Donc, à quoi servent les votes d’actionnaires s’il y a déjà un mécanisme qui permet de s’attaquer au problème du principal-agent? La réponse à cette question pourrait passer par une critique de l’idée même de l’efficacité du « marché du contrôle ». J’y reviendrai peut-être dans un autre billet, car Talbot l’a bien fait dans son livre Progressive Corporate Governance for the 21st Century. Je vais plutôt suivre le chemin à la fois plus bref et plus humble que prennent Singer et Ron dans leur récent article : Models of Shareholder Democracy: A Transnational Approach.

Une autre approche démocratique

J’insiste sur l’humilité de l’approche des deux auteurs, car ceux-ci prennent bien la précaution d’annoncer qu’ils ne vont se concentrer que sur la démocratie des actionnaires en laissant de côté notamment l’enjeu complexe des autres parties prenantes. Cependant, même si le projet est humble dans son ambition, la pertinence des réflexions et des conclusions mérite attention. Cette réflexion contribue notamment de la manière qu’ils lient réflexion sur la démocratie et sur la gouvernance des entreprises.
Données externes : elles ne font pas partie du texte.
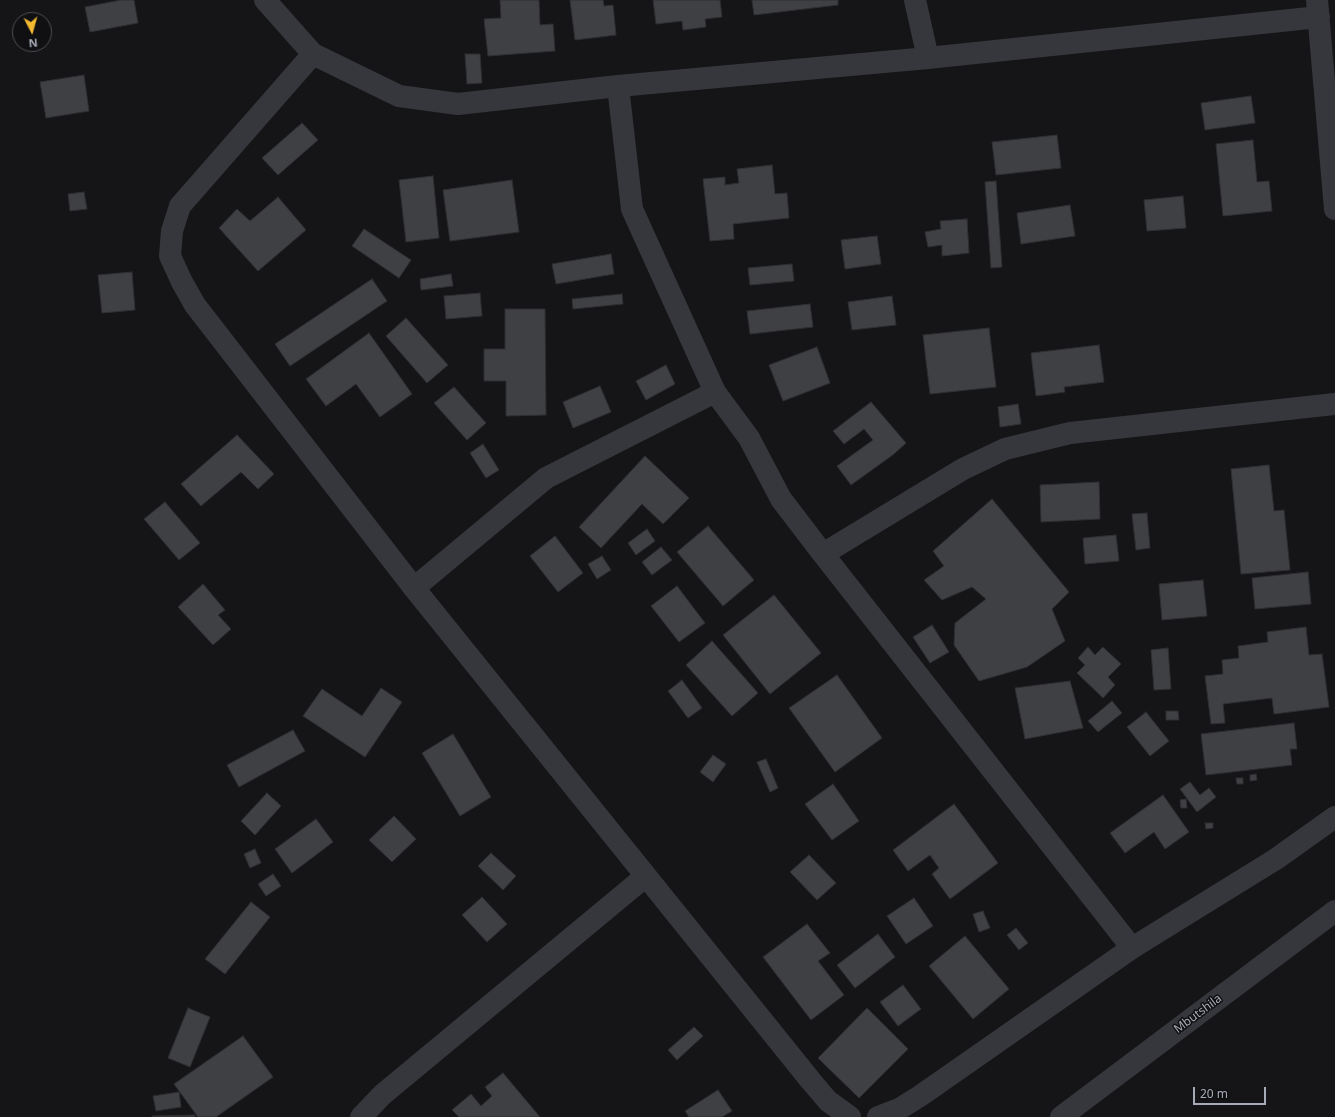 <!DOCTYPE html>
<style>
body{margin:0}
#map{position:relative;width:1335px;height:1117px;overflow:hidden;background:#151517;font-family:"Noto Sans",sans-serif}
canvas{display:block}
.north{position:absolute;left:12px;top:12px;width:40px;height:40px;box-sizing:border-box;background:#101012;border:1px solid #4c4e54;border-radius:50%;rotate:174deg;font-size:11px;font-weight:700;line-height:16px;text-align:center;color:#a7abb7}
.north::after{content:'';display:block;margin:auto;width:14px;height:18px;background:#f3b931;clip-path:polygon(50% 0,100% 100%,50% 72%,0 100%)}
.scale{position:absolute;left:1193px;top:1087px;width:73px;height:18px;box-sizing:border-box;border:2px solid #a7abb7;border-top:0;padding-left:5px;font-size:12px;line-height:14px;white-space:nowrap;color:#a7abb7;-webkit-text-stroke:3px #101012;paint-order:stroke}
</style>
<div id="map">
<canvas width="1335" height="1117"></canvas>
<div class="north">N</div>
<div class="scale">20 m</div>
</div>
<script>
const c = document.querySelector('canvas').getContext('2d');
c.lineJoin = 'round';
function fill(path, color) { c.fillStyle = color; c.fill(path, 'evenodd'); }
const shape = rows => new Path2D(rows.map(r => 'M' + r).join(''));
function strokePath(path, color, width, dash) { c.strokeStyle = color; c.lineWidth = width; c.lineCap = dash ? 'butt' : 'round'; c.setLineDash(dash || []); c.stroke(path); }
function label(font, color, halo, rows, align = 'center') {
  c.font = font + ' "Noto Sans",sans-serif'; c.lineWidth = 3; c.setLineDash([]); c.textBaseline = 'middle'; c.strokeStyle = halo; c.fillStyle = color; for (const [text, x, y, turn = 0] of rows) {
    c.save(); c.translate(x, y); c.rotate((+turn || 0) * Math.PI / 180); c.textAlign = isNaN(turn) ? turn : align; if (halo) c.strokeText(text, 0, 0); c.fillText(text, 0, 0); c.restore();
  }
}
const building = shape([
 [121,0,134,0,138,23,90,32,85,7,121,0],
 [500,0,539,0,540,25,553,24,555,51,488,56,484,19,501,18,500,0],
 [570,0,603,0,604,6,613,5,616,35,575,40,570,0],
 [653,0,720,0,722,17,705,19,706,27,683,30,682,21,656,24,653,0],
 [752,0,838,0,838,5,754,15,752,0],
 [465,54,480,54,482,83,467,84,465,54],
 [84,75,89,111,46,118,40,82,84,75],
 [1251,96,1255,123,1205,130,1201,103,1251,96],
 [302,123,318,140,278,175,262,158,302,123],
 [1057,135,1061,168,996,175,992,142,1057,135],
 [1253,140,1257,182,1269,181,1272,211,1223,216,1216,144,1253,140],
 [772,165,775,194,787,193,789,218,733,224,734,239,710,241,703,179,725,177,725,185,739,183,737,169,772,165],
 [433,176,439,238,406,242,399,180,433,176],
 [512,180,519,232,450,241,443,190,512,180],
 [996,181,1002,267,991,268,985,182,996,181],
 [84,192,87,209,70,211,68,194,84,192],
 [1183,196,1186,228,1147,231,1144,200,1183,196],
 [278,197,306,230,258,271,219,228,237,209,250,221,278,197],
 [1070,205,1075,236,1021,244,1017,213,1070,205],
 [967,219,969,253,942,256,942,245,928,247,925,232,941,229,940,221,967,219],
 [364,229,411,260,399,278,352,246,364,229],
 [877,236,881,264,845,269,841,240,877,236],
 [611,254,614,274,556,284,552,264,611,254],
 [792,264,794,281,750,285,748,268,792,264],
 [132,272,135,310,102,313,98,275,132,272],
 [451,274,453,286,421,290,420,279,451,274],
 [372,279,387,301,290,366,275,344,372,279],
 [480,293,482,316,446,319,444,296,480,293],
 [622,294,623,304,573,309,572,299,622,294],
 [892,296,896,325,852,330,848,302,892,296],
 [810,304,813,327,750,334,747,311,810,304],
 [505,309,545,309,546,415,506,416,506,381,484,381,484,349,505,349,505,309],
 [406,318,448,365,427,383,386,336,406,318],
 [989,328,996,387,930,394,923,335,989,328],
 [369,333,412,394,380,417,356,384,326,406,306,379,369,333],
 [1099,345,1104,382,1064,387,1065,392,1036,396,1031,353,1099,345],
 [817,347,830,383,783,401,769,365,817,347],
 [666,365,675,384,646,400,636,381,666,365],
 [600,386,611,412,573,428,563,402,600,386],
 [454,387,486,423,467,440,434,403,454,387],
 [871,402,906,443,894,454,851,485,837,466,873,440,864,429,844,444,833,431,871,402],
 [1018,404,1021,424,1000,427,998,407,1018,404],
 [237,435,274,474,258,489,241,472,201,506,181,484,237,435],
 [483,444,499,470,486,478,470,453,483,444],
 [645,456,689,498,663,524,642,504,601,548,579,527,645,456],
 [1269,465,1274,511,1284,510,1290,570,1241,574,1231,469,1269,465],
 [1099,482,1100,519,1041,522,1040,485,1099,482],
 [992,499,1069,592,1052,609,1065,641,1027,667,979,681,954,645,955,623,986,599,972,587,942,600,924,580,944,566,933,551,992,499],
 [165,502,200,543,179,560,144,519,165,502],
 [1147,513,1150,548,1136,550,1132,514,1147,513],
 [708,526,754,580,723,606,677,552,708,526],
 [647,529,655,541,636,555,628,543,647,529],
 [1116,535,1119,561,1085,564,1083,538,1116,535],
 [555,536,583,573,558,592,530,556,555,536],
 [661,547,672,560,652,575,642,562,661,547],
 [602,556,611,570,597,579,588,564,602,556],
 [1308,572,1311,604,1255,609,1252,578,1308,572],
 [1203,580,1207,616,1162,620,1159,584,1203,580],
 [203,584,225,610,218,615,231,629,213,645,178,607,203,584],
 [677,586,705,623,679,642,651,606,677,586],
 [774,595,821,653,770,694,723,635,774,595],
 [932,625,949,652,930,663,913,637,932,625],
 [1306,627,1309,655,1322,654,1329,707,1274,714,1272,698,1223,704,1225,723,1211,724,1205,676,1223,674,1222,660,1239,658,1238,646,1268,642,1267,632,1306,627],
 [712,641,758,693,732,716,686,665,712,641],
 [1088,647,1095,655,1103,647,1121,664,1108,677,1115,685,1103,698,1077,673,1085,665,1078,658,1088,647],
 [1168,648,1171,689,1154,690,1151,650,1168,648],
 [837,675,882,738,835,772,789,708,837,675],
 [682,680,702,708,688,718,668,691,682,680],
 [1070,681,1083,728,1025,739,1015,688,1070,681],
 [381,688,402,702,365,757,303,716,322,689,362,716,381,688],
 [1112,701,1122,713,1098,732,1088,721,1112,701],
 [1166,711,1178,711,1179,720,1166,720,1166,711],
 [1146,712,1169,741,1150,756,1127,727,1146,712],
 [1294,723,1297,749,1290,749,1292,765,1206,775,1201,734,1294,723],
 [293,730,305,751,239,787,227,765,293,730],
 [453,734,491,797,460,816,422,753,453,734],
 [713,755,726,764,713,782,700,772,713,755],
 [766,759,778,788,770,792,757,762,766,759],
 [1256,774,1257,780,1250,781,1250,775,1256,774],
 [1236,778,1243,778,1243,784,1237,784,1236,778],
 [1190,782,1200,795,1209,788,1216,797,1197,812,1180,789,1190,782],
 [833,784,859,821,832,840,805,804,833,784],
 [267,793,281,806,255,835,241,821,267,793],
 [1163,795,1189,832,1165,849,1154,832,1125,853,1110,833,1163,795],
 [1186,799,1187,808,1181,808,1180,800,1186,799],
 [954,804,998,863,950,899,932,874,939,868,930,855,908,871,893,850,954,804],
 [394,816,416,839,392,862,369,840,394,816],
 [316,819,333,842,292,873,275,849,316,819],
 [1205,823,1213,823,1213,828,1206,829,1205,823],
 [255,849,261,863,250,868,244,854,255,849],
 [491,853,516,876,503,890,478,866,491,853],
 [809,855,836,883,817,900,790,872,809,855],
 [273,874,281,886,266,896,258,884,273,874],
 [482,897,507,924,487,942,462,915,482,897],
 [914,898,933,926,906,944,887,916,914,898],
 [251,902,270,917,225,974,205,959,251,902],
 [983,911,990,928,979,932,973,914,983,911],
 [807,924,830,953,818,961,844,995,811,1020,763,957,807,924],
 [1016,928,1028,943,1019,950,1007,935,1016,928],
 [878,934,895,957,855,988,837,965,878,934],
 [965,936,1009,989,973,1019,929,966,965,936],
 [903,985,921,1009,898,1026,880,1002,903,985],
 [188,1008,210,1017,190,1067,168,1058,188,1008],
 [867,1008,908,1049,859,1098,818,1058,867,1008],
 [694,1027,703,1036,677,1060,668,1050,694,1027],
 [243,1036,273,1077,216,1117,198,1117,174,1084,243,1036],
 [503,1073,540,1117,459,1117,452,1110,471,1094,481,1106,492,1096,485,1087,503,1073],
 [718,1090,732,1111,722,1117,689,1117,685,1111,718,1090],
 [179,1092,181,1107,156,1111,153,1096,179,1092],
 [195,1115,195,1117,152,1117,152,1116,195,1115]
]);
fill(building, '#3f4044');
strokePath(building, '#2f2f33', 1);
strokePath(shape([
 [265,0,313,54,399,96,458,104,618,86,928,58,1319,17],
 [915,0,928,58],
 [1317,0,1335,209],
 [313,54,180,206,172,231,170,256,182,282,195,305,414,588,811,1081,828,1101,850,1117],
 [618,86,632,209,715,392,749,438,781,499,823,554,963,469,1005,449,1070,433,1335,404],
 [823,554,1132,948],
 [414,588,546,478,715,392],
 [361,1117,382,1095,646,876],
 [878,1117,899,1109,920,1096,1132,948,1276,859,1335,817],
 [1061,1117,1335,911]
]), '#36373c', 22);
label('12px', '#a7abb7', '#101012', [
 ["Mbutshila",1198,1014,-37]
]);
</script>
Les auteurs commencent par montrer que souvent, lorsqu’on pense à la démocratie, que ce soit politique (nos États) ou en entreprise (la démocratie des actionnaires), nous avons en tête un modèle centré sur l’État. La démocratie est alors imaginée comme une population ou une communauté politique qui s’est donné un État comme outil pour atteindre ses fins. L’État est alors considéré comme l’extension de la communauté politique, une certaine facette de celle-ci. Sur le plan de l’entreprise et de la démocratie des actionnaires, cette théorie place le conseil d’administration comme le bras « politique » de la communauté des actionnaires. C’est souvent cette analogie que les penseurs de la démocratie des actionnaires ont en tête. Ce qui est, pour Singer et Ron, problématique.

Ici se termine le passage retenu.